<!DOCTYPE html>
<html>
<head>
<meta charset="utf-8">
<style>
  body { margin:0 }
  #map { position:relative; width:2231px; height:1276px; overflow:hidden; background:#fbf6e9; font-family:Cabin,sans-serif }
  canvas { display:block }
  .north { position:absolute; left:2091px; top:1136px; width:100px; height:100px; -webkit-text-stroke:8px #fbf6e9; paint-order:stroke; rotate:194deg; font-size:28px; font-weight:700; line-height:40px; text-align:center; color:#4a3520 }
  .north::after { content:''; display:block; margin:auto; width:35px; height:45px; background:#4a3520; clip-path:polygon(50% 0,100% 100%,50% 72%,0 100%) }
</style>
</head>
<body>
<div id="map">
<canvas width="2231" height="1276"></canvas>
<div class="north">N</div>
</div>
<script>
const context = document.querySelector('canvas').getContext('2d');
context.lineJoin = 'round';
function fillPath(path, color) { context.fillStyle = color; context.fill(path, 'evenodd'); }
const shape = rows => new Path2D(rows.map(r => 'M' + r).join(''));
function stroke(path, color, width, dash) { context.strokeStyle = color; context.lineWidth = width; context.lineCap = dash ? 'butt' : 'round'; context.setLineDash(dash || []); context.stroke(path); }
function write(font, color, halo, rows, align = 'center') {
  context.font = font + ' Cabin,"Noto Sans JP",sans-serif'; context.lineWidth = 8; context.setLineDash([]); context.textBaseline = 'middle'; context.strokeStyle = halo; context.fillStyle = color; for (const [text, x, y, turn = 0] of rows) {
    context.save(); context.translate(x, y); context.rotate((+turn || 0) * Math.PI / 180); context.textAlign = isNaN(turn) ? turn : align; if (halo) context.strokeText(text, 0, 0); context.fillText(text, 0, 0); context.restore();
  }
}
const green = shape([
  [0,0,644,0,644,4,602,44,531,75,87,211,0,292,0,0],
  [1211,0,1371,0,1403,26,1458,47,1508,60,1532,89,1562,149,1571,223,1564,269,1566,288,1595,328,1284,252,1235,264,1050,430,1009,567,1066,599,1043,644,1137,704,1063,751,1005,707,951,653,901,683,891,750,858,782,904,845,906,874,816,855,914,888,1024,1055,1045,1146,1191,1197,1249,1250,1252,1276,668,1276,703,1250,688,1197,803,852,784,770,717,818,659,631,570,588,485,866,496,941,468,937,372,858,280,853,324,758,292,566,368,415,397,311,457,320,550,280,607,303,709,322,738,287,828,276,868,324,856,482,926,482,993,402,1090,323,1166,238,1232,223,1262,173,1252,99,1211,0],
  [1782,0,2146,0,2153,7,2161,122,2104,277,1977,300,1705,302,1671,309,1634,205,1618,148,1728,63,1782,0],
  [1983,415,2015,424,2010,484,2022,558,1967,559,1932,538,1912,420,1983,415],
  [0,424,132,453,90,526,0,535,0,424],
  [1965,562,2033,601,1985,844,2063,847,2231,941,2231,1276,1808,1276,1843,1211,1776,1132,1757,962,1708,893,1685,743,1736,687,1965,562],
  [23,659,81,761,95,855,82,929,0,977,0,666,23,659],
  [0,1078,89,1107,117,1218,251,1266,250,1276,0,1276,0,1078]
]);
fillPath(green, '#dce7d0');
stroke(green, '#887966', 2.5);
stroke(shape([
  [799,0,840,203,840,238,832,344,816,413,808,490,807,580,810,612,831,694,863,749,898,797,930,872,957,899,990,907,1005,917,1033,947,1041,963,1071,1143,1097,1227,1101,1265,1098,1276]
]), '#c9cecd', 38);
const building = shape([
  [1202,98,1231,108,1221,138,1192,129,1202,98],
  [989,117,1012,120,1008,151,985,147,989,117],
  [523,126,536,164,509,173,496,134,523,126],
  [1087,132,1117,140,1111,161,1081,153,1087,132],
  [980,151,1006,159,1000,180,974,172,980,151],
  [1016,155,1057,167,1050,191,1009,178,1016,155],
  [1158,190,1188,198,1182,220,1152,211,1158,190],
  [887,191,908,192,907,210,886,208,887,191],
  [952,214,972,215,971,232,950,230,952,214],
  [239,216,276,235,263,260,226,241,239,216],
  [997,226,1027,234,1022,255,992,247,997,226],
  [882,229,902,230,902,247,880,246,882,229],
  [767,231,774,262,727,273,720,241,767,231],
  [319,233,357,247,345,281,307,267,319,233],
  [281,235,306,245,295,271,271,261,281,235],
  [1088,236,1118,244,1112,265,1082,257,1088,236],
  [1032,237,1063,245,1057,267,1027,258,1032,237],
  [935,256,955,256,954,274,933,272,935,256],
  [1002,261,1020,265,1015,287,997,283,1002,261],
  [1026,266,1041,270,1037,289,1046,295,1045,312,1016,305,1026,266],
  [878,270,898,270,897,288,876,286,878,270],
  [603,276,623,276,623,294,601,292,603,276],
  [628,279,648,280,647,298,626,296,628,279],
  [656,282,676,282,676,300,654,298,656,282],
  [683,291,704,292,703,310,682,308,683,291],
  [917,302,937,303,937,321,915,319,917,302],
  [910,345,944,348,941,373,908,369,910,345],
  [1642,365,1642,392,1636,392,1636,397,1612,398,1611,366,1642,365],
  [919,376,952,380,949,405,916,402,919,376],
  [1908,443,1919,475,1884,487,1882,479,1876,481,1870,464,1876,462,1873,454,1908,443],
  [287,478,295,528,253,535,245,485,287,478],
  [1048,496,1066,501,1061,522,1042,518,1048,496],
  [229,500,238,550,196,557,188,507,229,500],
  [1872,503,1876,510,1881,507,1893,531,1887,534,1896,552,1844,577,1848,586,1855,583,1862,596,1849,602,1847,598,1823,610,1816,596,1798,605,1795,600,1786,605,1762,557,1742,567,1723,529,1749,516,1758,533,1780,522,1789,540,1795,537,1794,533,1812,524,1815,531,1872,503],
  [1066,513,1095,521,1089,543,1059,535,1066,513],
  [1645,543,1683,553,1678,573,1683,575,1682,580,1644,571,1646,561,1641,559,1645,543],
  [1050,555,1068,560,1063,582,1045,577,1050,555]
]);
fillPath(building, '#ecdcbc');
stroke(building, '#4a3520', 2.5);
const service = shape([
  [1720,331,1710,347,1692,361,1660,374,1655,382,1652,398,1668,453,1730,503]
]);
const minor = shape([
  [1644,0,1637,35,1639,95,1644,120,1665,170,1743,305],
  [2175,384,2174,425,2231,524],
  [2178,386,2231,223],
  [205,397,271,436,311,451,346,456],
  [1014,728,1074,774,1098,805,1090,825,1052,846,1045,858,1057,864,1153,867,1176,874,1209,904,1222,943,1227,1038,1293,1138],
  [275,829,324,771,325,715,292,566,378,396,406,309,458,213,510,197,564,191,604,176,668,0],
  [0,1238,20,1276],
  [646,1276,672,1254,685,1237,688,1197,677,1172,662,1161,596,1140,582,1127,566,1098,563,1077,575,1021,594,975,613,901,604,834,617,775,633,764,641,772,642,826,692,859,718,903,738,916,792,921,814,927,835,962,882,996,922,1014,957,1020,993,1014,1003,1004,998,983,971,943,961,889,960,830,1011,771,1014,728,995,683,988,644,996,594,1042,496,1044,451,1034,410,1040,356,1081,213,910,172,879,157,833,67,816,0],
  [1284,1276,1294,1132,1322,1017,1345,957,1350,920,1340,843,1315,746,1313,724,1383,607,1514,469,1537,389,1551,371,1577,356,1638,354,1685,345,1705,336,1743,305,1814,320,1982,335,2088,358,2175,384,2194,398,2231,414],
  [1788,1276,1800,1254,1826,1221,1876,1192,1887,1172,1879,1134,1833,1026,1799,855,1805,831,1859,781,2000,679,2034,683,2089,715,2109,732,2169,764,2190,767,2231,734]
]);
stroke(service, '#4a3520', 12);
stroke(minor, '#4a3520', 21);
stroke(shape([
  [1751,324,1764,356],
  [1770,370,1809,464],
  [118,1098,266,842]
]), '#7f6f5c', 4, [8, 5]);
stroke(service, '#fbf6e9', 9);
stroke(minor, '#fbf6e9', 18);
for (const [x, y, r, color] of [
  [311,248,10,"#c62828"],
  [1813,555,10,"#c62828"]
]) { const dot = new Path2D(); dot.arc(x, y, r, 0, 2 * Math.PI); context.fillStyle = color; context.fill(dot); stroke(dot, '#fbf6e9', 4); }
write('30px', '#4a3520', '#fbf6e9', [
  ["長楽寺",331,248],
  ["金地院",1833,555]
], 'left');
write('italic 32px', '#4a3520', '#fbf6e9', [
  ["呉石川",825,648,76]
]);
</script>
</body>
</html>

--- INSTRUCTIONS TO FOLLOW ---
Could you write out, exactly as they stand, only the lines above that begin at the line with "content:''; display:block; margin:auto;" and stop after the line with "const shape = rows"?

--- SOLUTION ---
  .north::after { content:''; display:block; margin:auto; width:35px; height:45px; background:#4a3520; clip-path:polygon(50% 0,100% 100%,50% 72%,0 100%) }
</style>
</head>
<body>
<div id="map">
<canvas width="2231" height="1276"></canvas>
<div class="north">N</div>
</div>
<script>
const context = document.querySelector('canvas').getContext('2d');
context.lineJoin = 'round';
function fillPath(path, color) { context.fillStyle = color; context.fill(path, 'evenodd'); }
const shape = rows => new Path2D(rows.map(r => 'M' + r).join(''));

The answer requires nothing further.